DATA PROVIDED below:
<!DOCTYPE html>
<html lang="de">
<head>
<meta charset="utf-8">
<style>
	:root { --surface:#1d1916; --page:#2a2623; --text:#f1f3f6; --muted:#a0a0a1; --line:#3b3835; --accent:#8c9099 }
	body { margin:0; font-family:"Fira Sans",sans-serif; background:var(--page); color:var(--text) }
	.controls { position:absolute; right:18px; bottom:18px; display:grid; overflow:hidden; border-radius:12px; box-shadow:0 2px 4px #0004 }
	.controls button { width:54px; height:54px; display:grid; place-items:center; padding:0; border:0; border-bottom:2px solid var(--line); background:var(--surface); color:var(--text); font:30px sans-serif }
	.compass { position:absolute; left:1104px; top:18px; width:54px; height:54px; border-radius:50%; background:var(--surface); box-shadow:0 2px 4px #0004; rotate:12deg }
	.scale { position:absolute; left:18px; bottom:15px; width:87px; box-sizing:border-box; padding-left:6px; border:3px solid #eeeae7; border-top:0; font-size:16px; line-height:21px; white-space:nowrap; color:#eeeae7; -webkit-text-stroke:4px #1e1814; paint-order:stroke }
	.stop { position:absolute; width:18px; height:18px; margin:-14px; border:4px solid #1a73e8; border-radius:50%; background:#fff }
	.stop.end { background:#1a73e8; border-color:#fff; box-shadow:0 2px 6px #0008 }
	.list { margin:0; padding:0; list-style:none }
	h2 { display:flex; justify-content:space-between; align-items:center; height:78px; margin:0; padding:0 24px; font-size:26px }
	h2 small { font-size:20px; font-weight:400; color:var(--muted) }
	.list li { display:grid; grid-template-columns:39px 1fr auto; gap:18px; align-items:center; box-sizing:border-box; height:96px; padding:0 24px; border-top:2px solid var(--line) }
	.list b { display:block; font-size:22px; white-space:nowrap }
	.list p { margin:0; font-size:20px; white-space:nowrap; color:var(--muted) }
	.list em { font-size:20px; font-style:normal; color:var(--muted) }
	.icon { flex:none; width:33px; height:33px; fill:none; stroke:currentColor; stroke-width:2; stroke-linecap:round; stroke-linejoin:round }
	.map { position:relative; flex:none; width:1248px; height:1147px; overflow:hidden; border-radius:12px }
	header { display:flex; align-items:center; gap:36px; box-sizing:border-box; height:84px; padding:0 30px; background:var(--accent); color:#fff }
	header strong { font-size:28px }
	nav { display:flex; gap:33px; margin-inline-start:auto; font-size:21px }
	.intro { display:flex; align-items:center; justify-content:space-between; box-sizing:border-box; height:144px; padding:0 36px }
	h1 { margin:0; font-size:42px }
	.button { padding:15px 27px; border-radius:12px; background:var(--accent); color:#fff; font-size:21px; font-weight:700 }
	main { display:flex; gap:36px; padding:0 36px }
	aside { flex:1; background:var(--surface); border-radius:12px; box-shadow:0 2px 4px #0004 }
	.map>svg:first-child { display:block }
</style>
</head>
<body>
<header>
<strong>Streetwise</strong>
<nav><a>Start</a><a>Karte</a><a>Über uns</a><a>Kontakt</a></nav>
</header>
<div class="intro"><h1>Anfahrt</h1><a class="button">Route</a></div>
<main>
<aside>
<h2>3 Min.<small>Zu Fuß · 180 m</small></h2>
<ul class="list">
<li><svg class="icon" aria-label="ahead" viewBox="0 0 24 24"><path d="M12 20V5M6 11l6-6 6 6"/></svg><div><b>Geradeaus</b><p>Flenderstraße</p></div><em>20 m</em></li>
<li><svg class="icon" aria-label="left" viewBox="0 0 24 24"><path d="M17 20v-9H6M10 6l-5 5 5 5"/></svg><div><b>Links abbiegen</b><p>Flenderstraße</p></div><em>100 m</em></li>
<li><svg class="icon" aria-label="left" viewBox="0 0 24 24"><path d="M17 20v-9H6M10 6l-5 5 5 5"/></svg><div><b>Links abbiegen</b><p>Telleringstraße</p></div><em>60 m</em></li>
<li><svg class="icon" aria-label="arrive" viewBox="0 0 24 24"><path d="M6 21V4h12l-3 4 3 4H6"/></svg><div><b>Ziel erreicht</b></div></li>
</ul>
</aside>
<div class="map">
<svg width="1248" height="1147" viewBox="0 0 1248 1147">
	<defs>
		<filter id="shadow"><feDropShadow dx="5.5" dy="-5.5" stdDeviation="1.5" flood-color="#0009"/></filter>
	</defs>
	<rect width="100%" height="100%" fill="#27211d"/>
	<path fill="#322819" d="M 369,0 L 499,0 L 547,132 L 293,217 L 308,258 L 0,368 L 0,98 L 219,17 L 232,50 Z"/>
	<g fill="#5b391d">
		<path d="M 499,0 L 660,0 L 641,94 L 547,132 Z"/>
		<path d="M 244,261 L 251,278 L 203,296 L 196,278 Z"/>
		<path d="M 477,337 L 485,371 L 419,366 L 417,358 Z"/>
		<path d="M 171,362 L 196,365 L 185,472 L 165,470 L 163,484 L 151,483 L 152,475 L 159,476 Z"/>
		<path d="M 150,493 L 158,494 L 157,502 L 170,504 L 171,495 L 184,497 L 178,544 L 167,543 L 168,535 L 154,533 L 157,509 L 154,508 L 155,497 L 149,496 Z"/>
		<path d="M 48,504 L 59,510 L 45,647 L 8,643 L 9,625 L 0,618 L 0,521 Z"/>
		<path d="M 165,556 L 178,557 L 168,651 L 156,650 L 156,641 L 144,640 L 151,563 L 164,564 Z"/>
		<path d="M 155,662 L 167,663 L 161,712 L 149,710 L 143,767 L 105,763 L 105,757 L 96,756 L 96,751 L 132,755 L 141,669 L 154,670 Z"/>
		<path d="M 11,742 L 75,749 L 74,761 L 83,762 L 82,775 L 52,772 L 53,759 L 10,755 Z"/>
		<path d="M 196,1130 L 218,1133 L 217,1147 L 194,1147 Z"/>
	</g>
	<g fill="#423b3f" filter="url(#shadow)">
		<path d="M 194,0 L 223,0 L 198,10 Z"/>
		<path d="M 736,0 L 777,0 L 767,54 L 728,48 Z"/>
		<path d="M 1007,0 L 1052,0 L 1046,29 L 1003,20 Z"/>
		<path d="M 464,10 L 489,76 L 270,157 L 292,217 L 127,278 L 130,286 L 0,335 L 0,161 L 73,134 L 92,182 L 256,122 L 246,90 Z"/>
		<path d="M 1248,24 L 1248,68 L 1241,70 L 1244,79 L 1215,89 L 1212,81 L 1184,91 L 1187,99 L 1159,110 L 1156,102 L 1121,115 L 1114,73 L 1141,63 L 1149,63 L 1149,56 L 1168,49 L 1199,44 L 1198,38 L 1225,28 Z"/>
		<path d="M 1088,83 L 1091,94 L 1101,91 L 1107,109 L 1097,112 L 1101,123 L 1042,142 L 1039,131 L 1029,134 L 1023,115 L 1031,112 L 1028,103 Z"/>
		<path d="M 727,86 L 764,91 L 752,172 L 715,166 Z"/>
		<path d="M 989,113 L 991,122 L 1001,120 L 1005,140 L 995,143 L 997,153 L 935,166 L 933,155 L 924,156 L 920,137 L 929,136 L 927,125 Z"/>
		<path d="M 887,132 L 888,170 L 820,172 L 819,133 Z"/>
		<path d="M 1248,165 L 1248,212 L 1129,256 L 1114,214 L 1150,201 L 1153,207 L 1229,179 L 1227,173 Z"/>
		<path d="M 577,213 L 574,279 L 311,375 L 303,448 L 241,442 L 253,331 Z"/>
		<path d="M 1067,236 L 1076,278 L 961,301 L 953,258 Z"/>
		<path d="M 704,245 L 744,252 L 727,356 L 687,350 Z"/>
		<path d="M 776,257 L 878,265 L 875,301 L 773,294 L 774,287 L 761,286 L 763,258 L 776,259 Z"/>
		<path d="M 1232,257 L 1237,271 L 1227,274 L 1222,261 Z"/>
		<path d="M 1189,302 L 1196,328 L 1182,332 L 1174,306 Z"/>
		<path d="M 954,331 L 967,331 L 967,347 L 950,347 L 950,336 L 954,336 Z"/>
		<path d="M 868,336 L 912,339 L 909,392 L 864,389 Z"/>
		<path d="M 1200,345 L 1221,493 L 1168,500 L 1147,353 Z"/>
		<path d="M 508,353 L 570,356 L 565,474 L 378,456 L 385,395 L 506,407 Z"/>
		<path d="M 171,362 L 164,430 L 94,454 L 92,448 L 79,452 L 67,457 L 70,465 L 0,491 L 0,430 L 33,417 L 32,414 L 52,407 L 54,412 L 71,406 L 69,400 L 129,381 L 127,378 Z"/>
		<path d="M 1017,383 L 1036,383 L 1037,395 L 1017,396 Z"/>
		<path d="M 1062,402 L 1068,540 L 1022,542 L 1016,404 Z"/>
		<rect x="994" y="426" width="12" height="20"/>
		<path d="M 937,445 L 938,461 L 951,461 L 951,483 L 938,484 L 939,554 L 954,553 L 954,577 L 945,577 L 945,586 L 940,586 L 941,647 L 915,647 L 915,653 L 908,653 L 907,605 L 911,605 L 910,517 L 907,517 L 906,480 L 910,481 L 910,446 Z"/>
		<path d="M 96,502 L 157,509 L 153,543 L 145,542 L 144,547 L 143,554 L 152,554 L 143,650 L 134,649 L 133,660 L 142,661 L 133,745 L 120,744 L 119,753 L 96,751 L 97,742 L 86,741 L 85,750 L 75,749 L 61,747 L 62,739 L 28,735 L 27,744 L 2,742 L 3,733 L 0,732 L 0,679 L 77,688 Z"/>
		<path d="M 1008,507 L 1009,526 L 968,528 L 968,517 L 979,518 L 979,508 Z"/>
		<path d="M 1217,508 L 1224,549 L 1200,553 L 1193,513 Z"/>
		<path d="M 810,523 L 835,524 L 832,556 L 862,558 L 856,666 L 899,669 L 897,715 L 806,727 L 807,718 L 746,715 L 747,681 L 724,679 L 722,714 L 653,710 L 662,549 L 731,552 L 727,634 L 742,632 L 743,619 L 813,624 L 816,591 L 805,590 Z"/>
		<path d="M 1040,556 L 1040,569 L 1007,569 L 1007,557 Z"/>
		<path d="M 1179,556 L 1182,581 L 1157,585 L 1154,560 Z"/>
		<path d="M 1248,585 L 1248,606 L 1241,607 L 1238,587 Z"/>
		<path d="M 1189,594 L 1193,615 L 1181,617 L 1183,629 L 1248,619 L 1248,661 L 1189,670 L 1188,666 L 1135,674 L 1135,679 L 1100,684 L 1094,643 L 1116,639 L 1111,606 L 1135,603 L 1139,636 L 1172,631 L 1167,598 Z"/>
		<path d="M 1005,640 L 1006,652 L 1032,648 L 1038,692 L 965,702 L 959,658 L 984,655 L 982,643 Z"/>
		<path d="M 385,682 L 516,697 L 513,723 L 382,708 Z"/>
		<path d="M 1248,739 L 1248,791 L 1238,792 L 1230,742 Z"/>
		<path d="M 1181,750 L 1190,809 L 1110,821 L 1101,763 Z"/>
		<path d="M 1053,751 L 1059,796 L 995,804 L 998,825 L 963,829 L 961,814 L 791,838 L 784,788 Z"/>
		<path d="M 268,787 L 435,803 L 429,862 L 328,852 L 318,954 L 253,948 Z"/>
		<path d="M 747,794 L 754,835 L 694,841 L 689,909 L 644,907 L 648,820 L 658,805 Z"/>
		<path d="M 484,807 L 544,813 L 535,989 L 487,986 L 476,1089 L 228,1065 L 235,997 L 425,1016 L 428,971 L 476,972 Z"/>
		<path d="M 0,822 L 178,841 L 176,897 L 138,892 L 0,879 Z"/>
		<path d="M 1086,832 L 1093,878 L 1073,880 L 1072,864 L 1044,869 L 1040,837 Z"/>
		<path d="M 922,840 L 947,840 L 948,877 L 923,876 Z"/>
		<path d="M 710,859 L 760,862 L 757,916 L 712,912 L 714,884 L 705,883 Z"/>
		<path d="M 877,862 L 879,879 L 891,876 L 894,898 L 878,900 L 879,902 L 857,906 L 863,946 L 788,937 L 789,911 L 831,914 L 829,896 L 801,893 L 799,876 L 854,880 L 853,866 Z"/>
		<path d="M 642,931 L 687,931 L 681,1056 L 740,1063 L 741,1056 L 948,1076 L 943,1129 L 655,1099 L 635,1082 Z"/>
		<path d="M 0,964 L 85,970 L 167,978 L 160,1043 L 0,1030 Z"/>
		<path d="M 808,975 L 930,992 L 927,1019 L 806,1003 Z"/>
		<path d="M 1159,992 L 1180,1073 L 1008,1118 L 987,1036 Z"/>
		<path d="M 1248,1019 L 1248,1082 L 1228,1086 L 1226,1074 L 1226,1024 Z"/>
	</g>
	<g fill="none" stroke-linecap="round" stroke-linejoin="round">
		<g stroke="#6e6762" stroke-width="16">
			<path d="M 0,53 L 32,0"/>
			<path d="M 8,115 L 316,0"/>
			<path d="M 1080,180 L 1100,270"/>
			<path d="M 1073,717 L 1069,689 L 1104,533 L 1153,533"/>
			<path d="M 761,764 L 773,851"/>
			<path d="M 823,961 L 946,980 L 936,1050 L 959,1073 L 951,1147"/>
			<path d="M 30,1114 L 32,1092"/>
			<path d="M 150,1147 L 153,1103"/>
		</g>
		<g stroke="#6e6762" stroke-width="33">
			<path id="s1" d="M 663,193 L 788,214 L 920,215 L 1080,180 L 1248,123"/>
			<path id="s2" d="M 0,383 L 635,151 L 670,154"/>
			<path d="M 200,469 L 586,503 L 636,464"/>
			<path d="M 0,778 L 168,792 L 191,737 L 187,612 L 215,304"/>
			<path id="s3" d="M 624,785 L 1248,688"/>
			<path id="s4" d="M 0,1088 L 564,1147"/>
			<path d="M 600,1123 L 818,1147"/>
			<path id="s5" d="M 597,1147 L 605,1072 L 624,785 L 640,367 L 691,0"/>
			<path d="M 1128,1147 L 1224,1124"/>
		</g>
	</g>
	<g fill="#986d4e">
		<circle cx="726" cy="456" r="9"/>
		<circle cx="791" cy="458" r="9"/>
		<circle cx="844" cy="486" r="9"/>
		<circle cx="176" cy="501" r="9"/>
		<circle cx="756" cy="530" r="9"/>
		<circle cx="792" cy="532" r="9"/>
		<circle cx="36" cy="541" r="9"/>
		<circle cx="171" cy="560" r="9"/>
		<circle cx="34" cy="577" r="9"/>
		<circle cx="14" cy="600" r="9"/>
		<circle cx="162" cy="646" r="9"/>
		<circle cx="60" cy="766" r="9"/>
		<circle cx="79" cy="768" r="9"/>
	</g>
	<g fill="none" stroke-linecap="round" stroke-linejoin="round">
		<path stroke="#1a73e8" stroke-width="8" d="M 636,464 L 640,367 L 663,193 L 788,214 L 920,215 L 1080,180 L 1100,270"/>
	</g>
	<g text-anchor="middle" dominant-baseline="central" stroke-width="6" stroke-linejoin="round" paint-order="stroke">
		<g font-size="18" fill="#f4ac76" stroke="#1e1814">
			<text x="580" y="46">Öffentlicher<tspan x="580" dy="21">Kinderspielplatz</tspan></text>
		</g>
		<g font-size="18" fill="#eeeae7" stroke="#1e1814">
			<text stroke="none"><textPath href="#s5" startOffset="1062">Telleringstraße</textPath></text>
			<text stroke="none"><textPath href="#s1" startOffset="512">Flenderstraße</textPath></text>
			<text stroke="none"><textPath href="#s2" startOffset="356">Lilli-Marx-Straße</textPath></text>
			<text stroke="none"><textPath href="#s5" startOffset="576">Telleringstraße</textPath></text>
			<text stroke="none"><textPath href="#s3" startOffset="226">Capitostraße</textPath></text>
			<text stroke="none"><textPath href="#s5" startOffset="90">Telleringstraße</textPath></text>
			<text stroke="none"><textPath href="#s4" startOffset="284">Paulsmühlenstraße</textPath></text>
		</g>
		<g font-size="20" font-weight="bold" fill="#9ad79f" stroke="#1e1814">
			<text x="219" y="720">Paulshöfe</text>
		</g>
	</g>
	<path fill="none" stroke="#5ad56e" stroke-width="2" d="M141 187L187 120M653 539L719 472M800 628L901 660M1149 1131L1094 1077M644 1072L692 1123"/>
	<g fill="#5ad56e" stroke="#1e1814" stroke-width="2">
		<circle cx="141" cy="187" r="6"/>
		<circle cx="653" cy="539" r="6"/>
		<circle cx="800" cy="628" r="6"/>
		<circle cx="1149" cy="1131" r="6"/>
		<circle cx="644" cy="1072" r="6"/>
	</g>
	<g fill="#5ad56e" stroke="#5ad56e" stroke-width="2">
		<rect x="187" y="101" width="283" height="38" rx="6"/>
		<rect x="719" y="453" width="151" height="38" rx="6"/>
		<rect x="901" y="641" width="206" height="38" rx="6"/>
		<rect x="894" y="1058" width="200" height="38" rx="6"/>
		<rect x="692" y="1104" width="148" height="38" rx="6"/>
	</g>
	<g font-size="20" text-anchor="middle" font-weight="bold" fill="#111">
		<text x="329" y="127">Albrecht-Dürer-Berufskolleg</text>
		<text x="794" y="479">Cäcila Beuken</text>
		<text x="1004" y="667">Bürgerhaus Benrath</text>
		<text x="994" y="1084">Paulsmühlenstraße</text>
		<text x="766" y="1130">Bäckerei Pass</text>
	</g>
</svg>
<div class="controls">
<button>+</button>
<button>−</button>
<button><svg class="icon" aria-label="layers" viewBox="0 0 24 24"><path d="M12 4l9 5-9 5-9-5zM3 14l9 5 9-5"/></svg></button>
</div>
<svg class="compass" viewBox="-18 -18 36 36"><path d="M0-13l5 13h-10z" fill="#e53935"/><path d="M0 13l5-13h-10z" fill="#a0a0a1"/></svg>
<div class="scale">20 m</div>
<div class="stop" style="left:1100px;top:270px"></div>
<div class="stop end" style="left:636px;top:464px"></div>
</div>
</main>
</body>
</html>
End of DATA PROVIDED.
WHAT TO WORK ON | Nothing but the lines from the beginning of the records through the line with "position:absolute; left:1104px; top:18px;" should appear, each printed exactly.

EXERCISE RESPONSE |
<!DOCTYPE html>
<html lang="de">
<head>
<meta charset="utf-8">
<style>
	:root { --surface:#1d1916; --page:#2a2623; --text:#f1f3f6; --muted:#a0a0a1; --line:#3b3835; --accent:#8c9099 }
	body { margin:0; font-family:"Fira Sans",sans-serif; background:var(--page); color:var(--text) }
	.controls { position:absolute; right:18px; bottom:18px; display:grid; overflow:hidden; border-radius:12px; box-shadow:0 2px 4px #0004 }
	.controls button { width:54px; height:54px; display:grid; place-items:center; padding:0; border:0; border-bottom:2px solid var(--line); background:var(--surface); color:var(--text); font:30px sans-serif }
	.compass { position:absolute; left:1104px; top:18px; width:54px; height:54px; border-radius:50%; background:var(--surface); box-shadow:0 2px 4px #0004; rotate:12deg }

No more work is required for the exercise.